Loss of Baiap2l2 destabilizes the transducing stereocilia of cochlear hair cells and leads to deafness

Abstract

Key points: Mechanoelectrical transduction at auditory hair cells requires highly specialized stereociliary bundles that project from their apical surface, forming a characteristic graded 'staircase' structure. The morphogenesis and maintenance of these stereociliary bundles is a tightly regulated process requiring the involvement of several actin-binding proteins, many of which are still unidentified. We identify a new stereociliary protein, the I-BAR protein BAIAP2L2, which localizes to the tips of the shorter transducing stereocilia in both inner and outer hair cells (IHCs and OHCs). We find that Baiap2l2 deficient mice lose their second and third rows of stereocilia, their mechanoelectrical transducer current, and develop progressive hearing loss, becoming deaf by 8 months of age. We demonstrate that BAIAP2L2 localization to stereocilia tips is dependent on the motor protein MYO15A and its cargo EPS8. We propose that BAIAP2L2 is a new key protein required for the maintenance of the transducing stereocilia in mature cochlear hair cells.

Abstract: The transduction of sound waves into electrical signals depends upon mechanosensitive stereociliary bundles that project from the apical surface of hair cells within the cochlea. The height and width of these actin-based stereocilia is tightly regulated throughout life to establish and maintain their characteristic staircase-like structure, which is essential for normal mechanoelectrical transduction. Here, we show that BAIAP2L2, a member of the I-BAR protein family, is a newly identified hair bundle protein that is localized to the tips of the shorter rows of transducing stereocilia in mouse cochlear hair cells. BAIAP2L2 was detected by immunohistochemistry from postnatal day 2.5 (P2.5) throughout adulthood. In Baiap2l2 deficient mice, outer hair cells (OHCs), but not inner hair cells (IHCs), began to lose their third row of stereocilia and showed a reduction in the size of the mechanoelectrical transducer current from just after P9. Over the following post-hearing weeks, the ordered staircase structure of the bundle progressively deteriorates, such that, by 8 months of age, both OHCs and IHCs of Baiap2l2 deficient mice have lost most of the second and third rows of stereocilia and become deaf.

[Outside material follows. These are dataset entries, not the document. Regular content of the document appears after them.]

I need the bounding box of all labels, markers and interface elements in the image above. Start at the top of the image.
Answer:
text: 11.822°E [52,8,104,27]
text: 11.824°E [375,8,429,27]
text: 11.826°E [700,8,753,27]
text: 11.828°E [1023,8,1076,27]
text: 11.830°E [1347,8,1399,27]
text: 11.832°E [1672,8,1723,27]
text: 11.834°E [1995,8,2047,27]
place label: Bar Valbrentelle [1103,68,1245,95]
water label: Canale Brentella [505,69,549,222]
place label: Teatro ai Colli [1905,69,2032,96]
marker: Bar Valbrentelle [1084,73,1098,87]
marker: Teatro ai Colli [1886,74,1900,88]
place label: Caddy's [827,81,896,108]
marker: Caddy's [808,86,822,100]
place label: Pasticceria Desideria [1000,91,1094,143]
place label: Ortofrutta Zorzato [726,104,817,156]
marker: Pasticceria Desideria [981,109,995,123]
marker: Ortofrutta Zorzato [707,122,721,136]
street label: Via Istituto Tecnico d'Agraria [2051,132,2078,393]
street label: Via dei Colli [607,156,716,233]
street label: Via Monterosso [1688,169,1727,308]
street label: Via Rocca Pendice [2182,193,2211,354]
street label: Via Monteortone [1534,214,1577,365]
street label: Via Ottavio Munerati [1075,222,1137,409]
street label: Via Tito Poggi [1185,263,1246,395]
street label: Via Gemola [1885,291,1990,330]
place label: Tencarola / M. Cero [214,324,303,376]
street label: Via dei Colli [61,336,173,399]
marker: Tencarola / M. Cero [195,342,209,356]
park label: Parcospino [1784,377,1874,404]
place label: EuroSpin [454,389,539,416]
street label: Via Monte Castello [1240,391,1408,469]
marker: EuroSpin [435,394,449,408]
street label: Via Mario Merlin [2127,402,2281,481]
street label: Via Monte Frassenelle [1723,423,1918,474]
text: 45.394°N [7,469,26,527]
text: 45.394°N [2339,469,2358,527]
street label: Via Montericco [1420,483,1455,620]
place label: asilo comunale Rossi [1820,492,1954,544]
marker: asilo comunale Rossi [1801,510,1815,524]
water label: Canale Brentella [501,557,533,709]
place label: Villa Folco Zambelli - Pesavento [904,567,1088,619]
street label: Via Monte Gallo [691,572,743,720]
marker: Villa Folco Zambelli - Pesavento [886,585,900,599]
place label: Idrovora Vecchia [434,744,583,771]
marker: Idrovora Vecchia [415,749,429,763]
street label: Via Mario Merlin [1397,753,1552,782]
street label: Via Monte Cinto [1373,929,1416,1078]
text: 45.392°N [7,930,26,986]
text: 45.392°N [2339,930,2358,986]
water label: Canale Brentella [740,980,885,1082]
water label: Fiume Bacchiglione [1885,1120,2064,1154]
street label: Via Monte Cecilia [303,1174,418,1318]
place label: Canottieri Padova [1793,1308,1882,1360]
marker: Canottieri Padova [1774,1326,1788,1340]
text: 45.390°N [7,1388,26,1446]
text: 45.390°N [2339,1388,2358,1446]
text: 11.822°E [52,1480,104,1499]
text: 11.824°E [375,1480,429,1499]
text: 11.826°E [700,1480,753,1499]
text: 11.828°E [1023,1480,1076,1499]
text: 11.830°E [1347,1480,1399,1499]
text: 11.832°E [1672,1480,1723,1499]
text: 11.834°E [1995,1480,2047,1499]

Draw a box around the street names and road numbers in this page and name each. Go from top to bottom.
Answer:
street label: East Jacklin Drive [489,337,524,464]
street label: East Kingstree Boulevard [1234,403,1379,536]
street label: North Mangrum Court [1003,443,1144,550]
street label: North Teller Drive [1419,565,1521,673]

We also found that BAIAP2L2 interacts with other key stereociliary proteins involved in normal hair bundle morphogenesis, such as CDC42, RAC1, EPS8 and ESPNL. Furthermore, we show that BAIAP2L2 localization to the stereocilia tips depends on the motor protein MYO15A and its cargo EPS8. We propose that BAIAP2L2 is key to maintenance of the normal actin structure of the transducing stereocilia in mature mouse cochlear hair cells.

Keywords: actin; cochlear; development; hearing loss; mechanoelectrical transduction; mouse; stereocilia.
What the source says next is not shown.